Measuring poverty is notoriously difficult. The collection of detailed data on households is time-consuming and expensive. But the marriage of machine learning techniques to lighter collection instruments may transform how the World Bank and its development partners approach poverty measurement. Predicting a household’s poverty status with a handful of easy-to-collect qualitative variables lowers costs, decreases turnaround times, and, ultimately, creates a more solid empirical foundation for policy.
Poverty prediction typically relies on regression models. In this talk, Olivier Dupriez will report on a comparative assessment of machine learning classification algorithms applied to poverty prediction.

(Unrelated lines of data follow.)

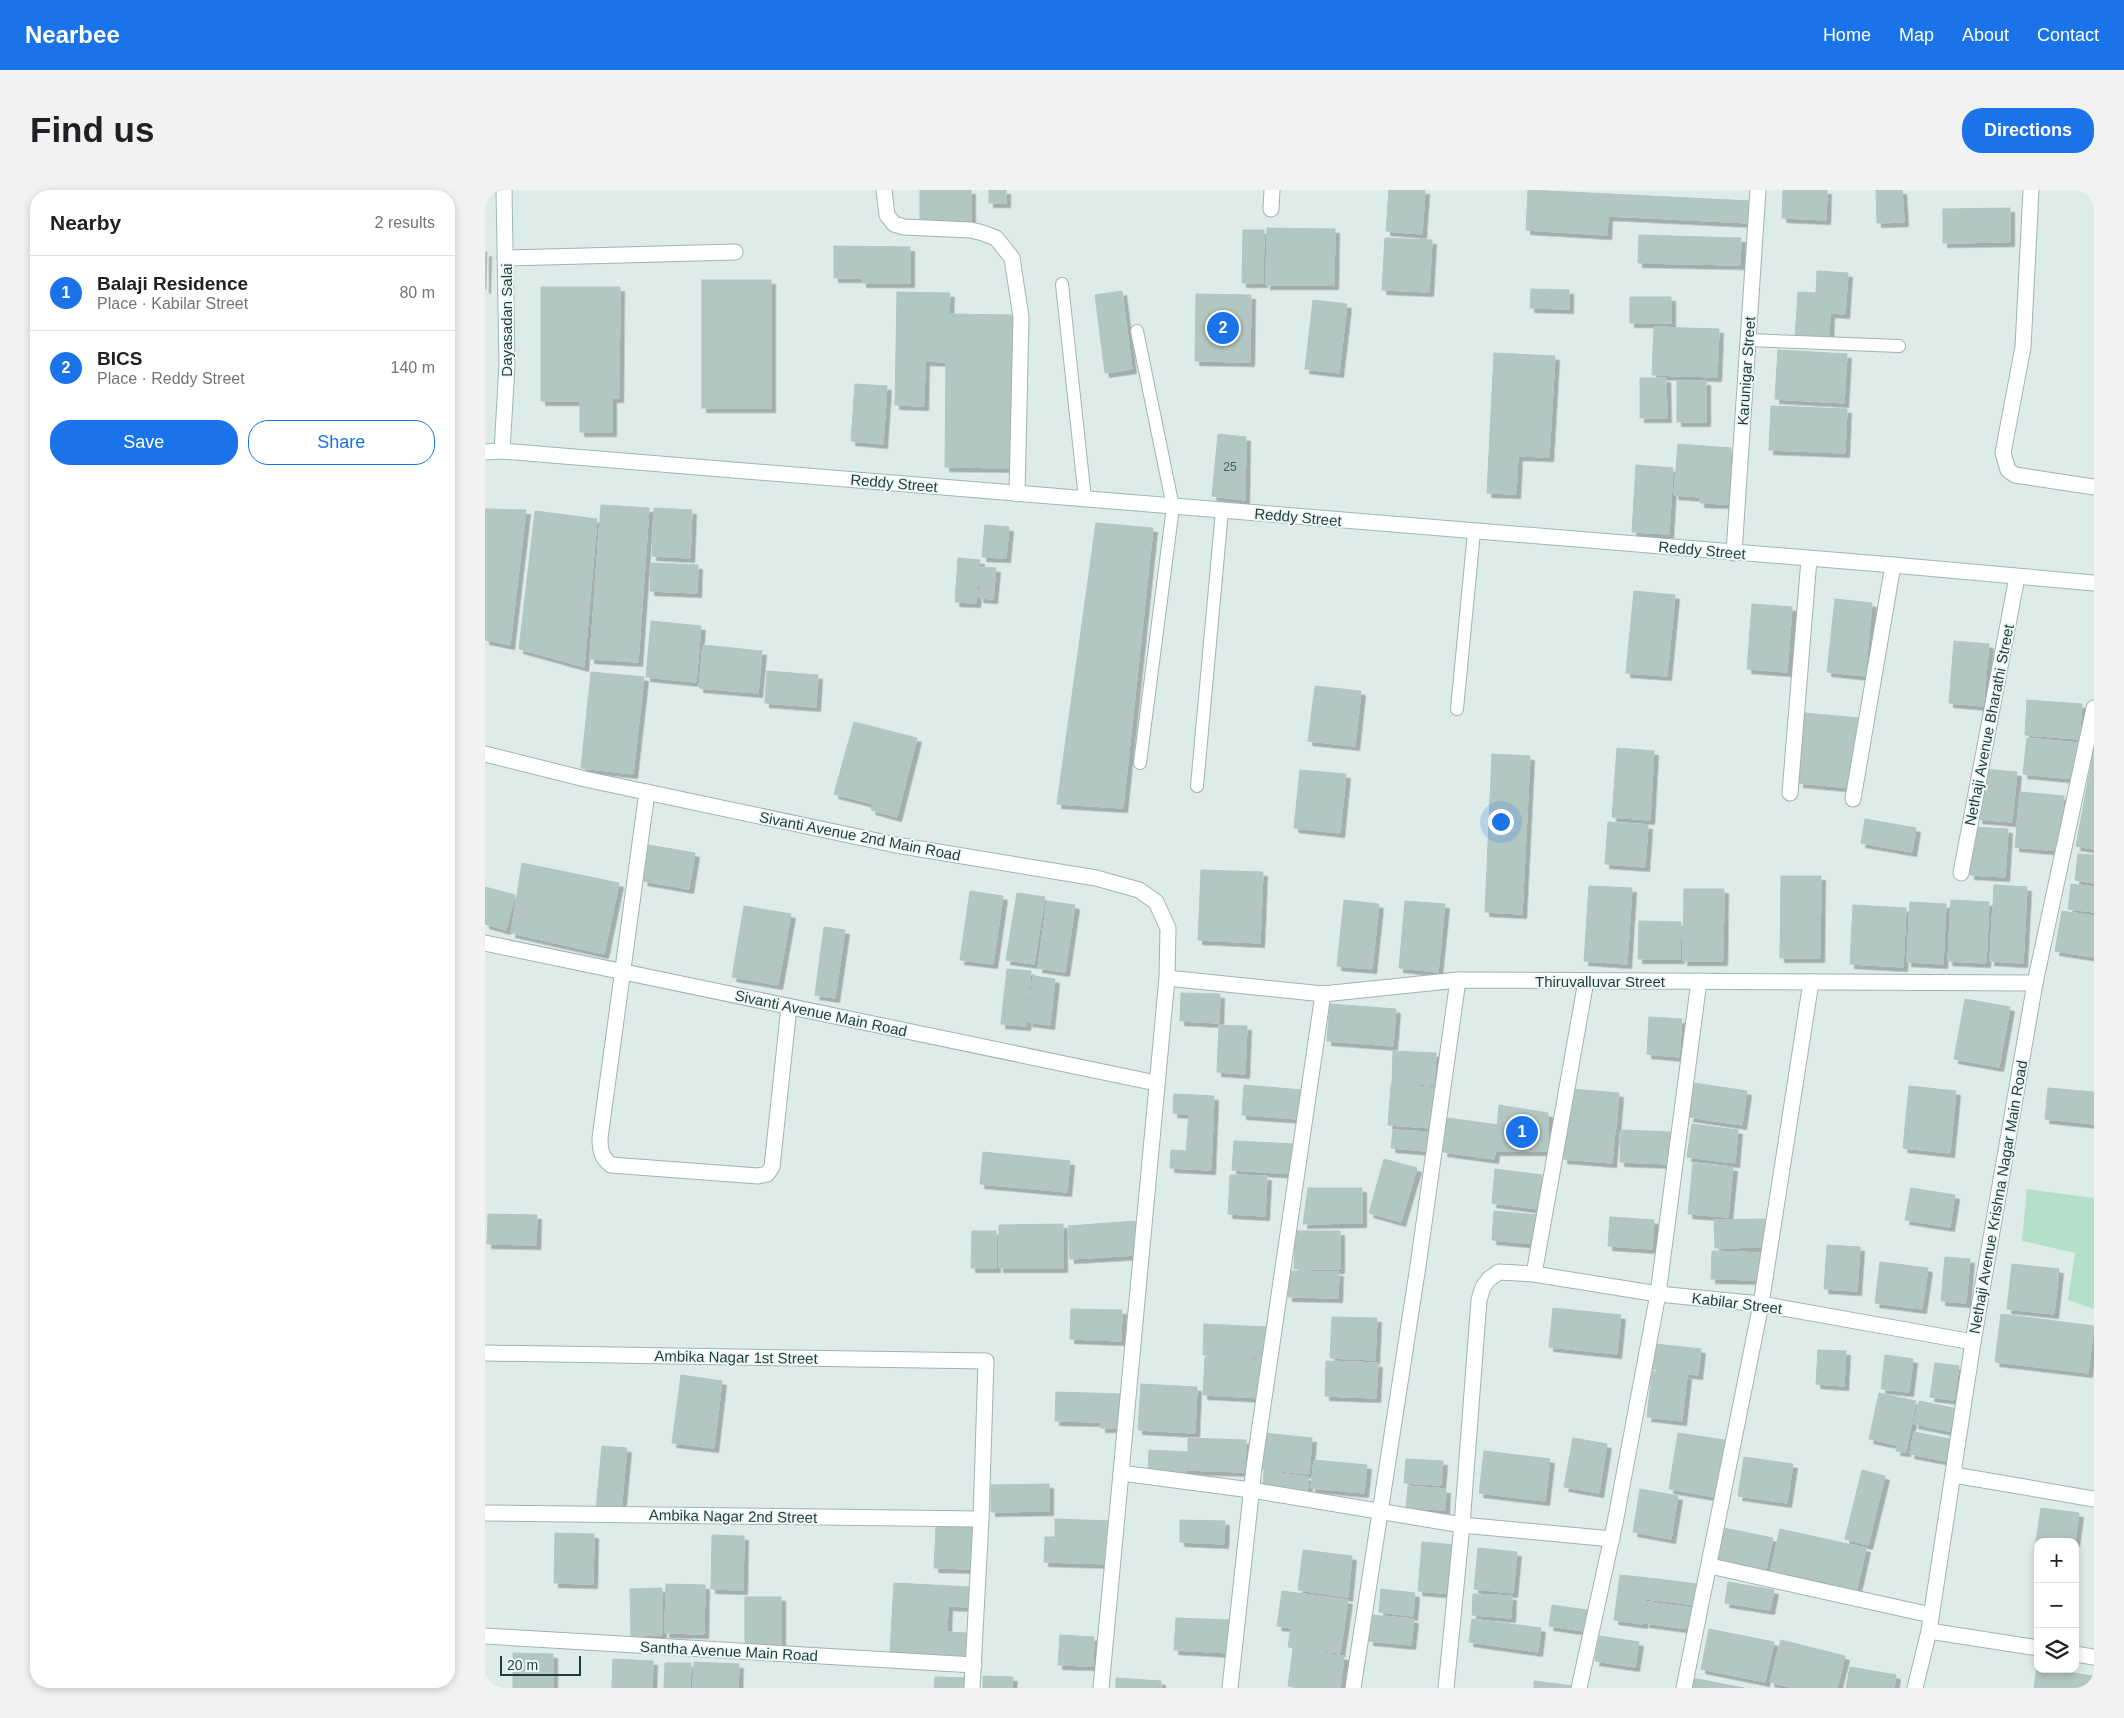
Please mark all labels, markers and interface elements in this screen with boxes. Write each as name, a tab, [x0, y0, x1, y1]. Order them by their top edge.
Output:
text: Nearbee	[25, 21, 120, 48]
text: Home	[1823, 25, 1871, 45]
text: Map	[1899, 25, 1934, 45]
text: About	[1962, 25, 2009, 45]
text: Contact	[2037, 25, 2099, 45]
button: Directions	[1962, 108, 2094, 153]
text: Find us	[30, 110, 154, 149]
text: Nearby	[50, 211, 121, 234]
text: 2 results	[375, 214, 435, 231]
street label: Dayasadan Salai	[498, 263, 515, 377]
text: Balaji Residence	[97, 273, 248, 294]
text: 1	[62, 284, 70, 301]
text: 80 m	[399, 284, 435, 301]
text: Place · Kabilar Street	[97, 295, 248, 312]
pin: 2	[1207, 309, 1239, 347]
street label: Karunigar Street	[1734, 315, 1758, 426]
text: BICS	[97, 348, 142, 369]
text: 2	[62, 359, 70, 376]
text: 140 m	[391, 359, 435, 376]
text: Place · Reddy Street	[97, 370, 245, 387]
button: Save	[50, 420, 238, 465]
button: Share	[248, 420, 435, 465]
house number: 25	[1223, 460, 1237, 474]
street label: Reddy Street	[850, 471, 939, 495]
street label: Reddy Street	[1254, 505, 1343, 529]
street label: Reddy Street	[1658, 538, 1747, 562]
street label: Nethaji Avenue Bharathi Street	[1961, 622, 2017, 827]
street label: Sivanti Avenue 2nd Main Road	[758, 808, 962, 864]
your location	[1488, 809, 1514, 835]
street label: Thiruvalluvar Street	[1535, 973, 1666, 990]
street label: Sivanti Avenue Main Road	[733, 986, 909, 1040]
street label: Nethaji Avenue Krishna Nagar Main Road	[1966, 1059, 2030, 1335]
pin: 1	[1506, 1113, 1538, 1151]
street label: Kabilar Street	[1691, 1289, 1784, 1317]
street label: Ambika Nagar 1st Street	[654, 1347, 819, 1367]
street label: Ambika Nagar 2nd Street	[649, 1506, 818, 1526]
map controls	[2034, 1538, 2079, 1673]
button: +	[2034, 1538, 2079, 1583]
button: −	[2034, 1583, 2079, 1628]
button: layers	[2034, 1628, 2079, 1673]
street label: Santha Avenue Main Road	[640, 1638, 818, 1664]
scale bar	[500, 1653, 581, 1676]
text: 20 m	[507, 1657, 538, 1673]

He will discuss preliminary outcomes of three approaches to build predictive models: crowd-sourcing via a data-science competition that already has 1,500+ data scientists working to develop the best poverty prediction model for three countries; contracting experts; and exploiting some of the newest approaches such as automated machine learning for model development.
In addition, Olivier will also discuss his work to apply machine learning to the Bank’s own knowledge base by automatically extracting topics from 145,000 documents published in the Bank’s Documents and Reports repository. This project aims to improve data and knowledge discovery systems. The application of natural language processing tools is also useful in showing how the coverage of various topics such as agriculture, energy, health, climate change, and others have evolved over time, across regions, and differ by type of document.